July 7, 1929 - February 3, 2021
Parrsboro, NS and Calgary, Alberta

Our mother was an incredible influence and power in our lives. She had a way of always giving good advice and nudging us along. Even in her eighties, she was providing financial and life advice to each of her four children and we usually listened! When my children were grown and I was living alone in my house, she saw the wisdom of my downsizing before I had ever thought of it! She planted the seed and in a matter of weeks the house was on the market. Mom knew how to make things happen!

Mom loved the stock market and investments. She said that she was destined to be a stock broker. Afterall, she was born in New York City in the year of the great crash. Her path to that incredible career was a story of tenacity and will. Her interest started as a young girl sitting at her mother’s knee when “the investments” were being discussed. She absorbed it all.

She had a lifelong pride in Dalhousie University where she earned her Chemistry degree. She met and married our father, Dr. Aubrey Hudson and helped him through medical school by working as a lab tech. Their early life together took them fromHalifax, to the United Kingdom, Montreal and Campbellton, NB. The family (now numbering four children) settled in Calgary in 1965 and a world of opportunity opened for Mom.

In 1968 her life changed because of a chance meeting at a gas station between a brokerage firm manager and our father. The firm was thinking about hiring a woman for the first time. According to Aubrey, he boasted that his wife loved stocks and was good at investments. The manager of Bongard Leslie gave him his business card and said to have Mary call – and she did.
Mom became a stockbroker at a time when women were not welcomed in the old boys’ Bull Pen. She was the first woman stockbroker in Alberta!

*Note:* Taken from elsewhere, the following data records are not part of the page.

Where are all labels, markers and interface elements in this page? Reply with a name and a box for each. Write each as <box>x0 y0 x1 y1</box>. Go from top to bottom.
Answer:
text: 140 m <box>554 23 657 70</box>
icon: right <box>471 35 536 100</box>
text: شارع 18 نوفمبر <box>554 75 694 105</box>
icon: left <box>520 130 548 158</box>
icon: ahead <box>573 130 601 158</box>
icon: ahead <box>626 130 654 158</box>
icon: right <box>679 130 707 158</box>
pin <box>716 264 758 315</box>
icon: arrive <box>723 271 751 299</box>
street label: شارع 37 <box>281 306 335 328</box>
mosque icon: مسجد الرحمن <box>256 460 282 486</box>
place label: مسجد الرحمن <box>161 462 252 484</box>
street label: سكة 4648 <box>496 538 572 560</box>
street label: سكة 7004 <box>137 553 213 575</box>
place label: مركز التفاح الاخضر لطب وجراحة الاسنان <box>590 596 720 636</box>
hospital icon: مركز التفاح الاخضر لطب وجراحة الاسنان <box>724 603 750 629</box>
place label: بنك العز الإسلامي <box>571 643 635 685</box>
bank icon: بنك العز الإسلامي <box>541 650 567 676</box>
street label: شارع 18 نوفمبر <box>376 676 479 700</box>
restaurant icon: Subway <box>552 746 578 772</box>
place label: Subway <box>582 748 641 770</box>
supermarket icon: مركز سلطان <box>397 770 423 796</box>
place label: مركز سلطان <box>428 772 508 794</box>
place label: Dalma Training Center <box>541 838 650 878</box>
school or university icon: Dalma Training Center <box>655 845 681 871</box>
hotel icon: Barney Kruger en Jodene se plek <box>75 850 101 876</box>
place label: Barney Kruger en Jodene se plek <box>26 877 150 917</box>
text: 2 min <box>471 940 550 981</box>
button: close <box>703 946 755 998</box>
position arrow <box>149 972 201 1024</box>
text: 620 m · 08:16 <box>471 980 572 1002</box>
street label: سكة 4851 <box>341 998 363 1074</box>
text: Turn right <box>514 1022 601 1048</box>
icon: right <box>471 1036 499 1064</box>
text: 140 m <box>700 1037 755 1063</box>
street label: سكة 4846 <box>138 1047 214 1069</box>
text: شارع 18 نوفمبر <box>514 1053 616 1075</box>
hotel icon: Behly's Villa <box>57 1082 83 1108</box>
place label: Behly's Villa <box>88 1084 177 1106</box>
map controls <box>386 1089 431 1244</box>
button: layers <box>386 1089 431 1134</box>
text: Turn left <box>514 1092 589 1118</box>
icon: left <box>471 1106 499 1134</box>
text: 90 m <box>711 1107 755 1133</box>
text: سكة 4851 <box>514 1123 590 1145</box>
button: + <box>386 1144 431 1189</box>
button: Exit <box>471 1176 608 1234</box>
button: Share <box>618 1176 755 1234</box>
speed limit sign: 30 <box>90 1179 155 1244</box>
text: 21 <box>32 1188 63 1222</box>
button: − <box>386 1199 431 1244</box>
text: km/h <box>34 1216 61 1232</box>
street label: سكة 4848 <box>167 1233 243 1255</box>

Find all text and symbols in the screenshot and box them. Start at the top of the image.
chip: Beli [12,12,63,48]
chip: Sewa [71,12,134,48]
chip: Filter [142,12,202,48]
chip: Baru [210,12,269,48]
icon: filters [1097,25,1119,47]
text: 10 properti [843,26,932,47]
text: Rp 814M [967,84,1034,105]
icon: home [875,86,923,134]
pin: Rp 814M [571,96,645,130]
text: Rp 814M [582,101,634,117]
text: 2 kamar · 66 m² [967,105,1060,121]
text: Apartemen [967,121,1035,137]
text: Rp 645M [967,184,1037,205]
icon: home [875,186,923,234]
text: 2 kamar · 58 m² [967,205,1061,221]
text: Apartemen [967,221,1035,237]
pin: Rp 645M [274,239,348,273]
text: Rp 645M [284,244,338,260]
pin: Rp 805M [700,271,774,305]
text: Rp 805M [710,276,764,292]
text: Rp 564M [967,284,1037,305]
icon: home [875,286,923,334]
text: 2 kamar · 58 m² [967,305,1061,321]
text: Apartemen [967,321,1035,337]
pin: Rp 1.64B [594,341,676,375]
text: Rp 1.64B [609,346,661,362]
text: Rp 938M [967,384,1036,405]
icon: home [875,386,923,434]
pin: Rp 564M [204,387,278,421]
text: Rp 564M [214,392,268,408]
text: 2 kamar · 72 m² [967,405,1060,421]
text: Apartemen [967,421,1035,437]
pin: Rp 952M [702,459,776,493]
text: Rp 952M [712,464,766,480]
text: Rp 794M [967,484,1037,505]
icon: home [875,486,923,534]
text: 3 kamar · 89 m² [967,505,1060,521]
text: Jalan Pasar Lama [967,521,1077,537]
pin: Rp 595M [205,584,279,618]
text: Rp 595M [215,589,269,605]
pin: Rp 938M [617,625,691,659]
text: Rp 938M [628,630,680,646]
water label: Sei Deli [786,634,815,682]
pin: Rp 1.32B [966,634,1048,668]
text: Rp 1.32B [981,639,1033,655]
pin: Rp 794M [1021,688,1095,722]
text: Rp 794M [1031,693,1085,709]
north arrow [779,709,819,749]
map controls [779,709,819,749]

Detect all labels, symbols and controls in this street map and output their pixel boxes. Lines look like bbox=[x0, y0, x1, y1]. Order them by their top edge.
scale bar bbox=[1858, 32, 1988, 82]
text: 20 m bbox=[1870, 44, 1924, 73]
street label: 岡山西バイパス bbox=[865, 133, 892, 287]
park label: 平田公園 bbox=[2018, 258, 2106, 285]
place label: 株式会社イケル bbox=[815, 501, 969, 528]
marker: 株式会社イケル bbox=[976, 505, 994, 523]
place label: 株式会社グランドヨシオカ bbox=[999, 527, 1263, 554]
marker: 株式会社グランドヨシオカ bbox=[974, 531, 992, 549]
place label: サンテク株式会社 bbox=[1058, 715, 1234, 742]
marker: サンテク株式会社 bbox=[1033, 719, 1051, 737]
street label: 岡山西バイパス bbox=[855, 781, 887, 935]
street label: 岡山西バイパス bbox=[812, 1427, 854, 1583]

She loved stocks, disliked bonds, believed in quality, and never speculated (well hardly ever). She loved her job and she loved her clients. There is a generation of advisors that were mentored on her “Maryisms” and she was a fierce supporter of young advisors and women in the industry.
In the early years, with young children at home she barely covered her babysitting and parking costs. But as her client base grew, she carved out a career with sheer tenacity and drive. She retired almost 30 years later with a daughter (Heather) to follow in her footsteps.

Mom had a bold love of adventure that really emerged in retirement! She bought a used RV and hit the road as an “RVGYPSY” on adventures that took her from the Rockies to The Rock. She found the perfect balance between winters in Mesa, Arizona and summers in her wonderful hometown of Parrsboro, NS. In Arizona, she made great friends and played a lot of bridge. She hosted family and friends from Canada each year and took fabulous cruises with her friend, Bea, who taught bridge on board. Mom never turned down a travel adventure.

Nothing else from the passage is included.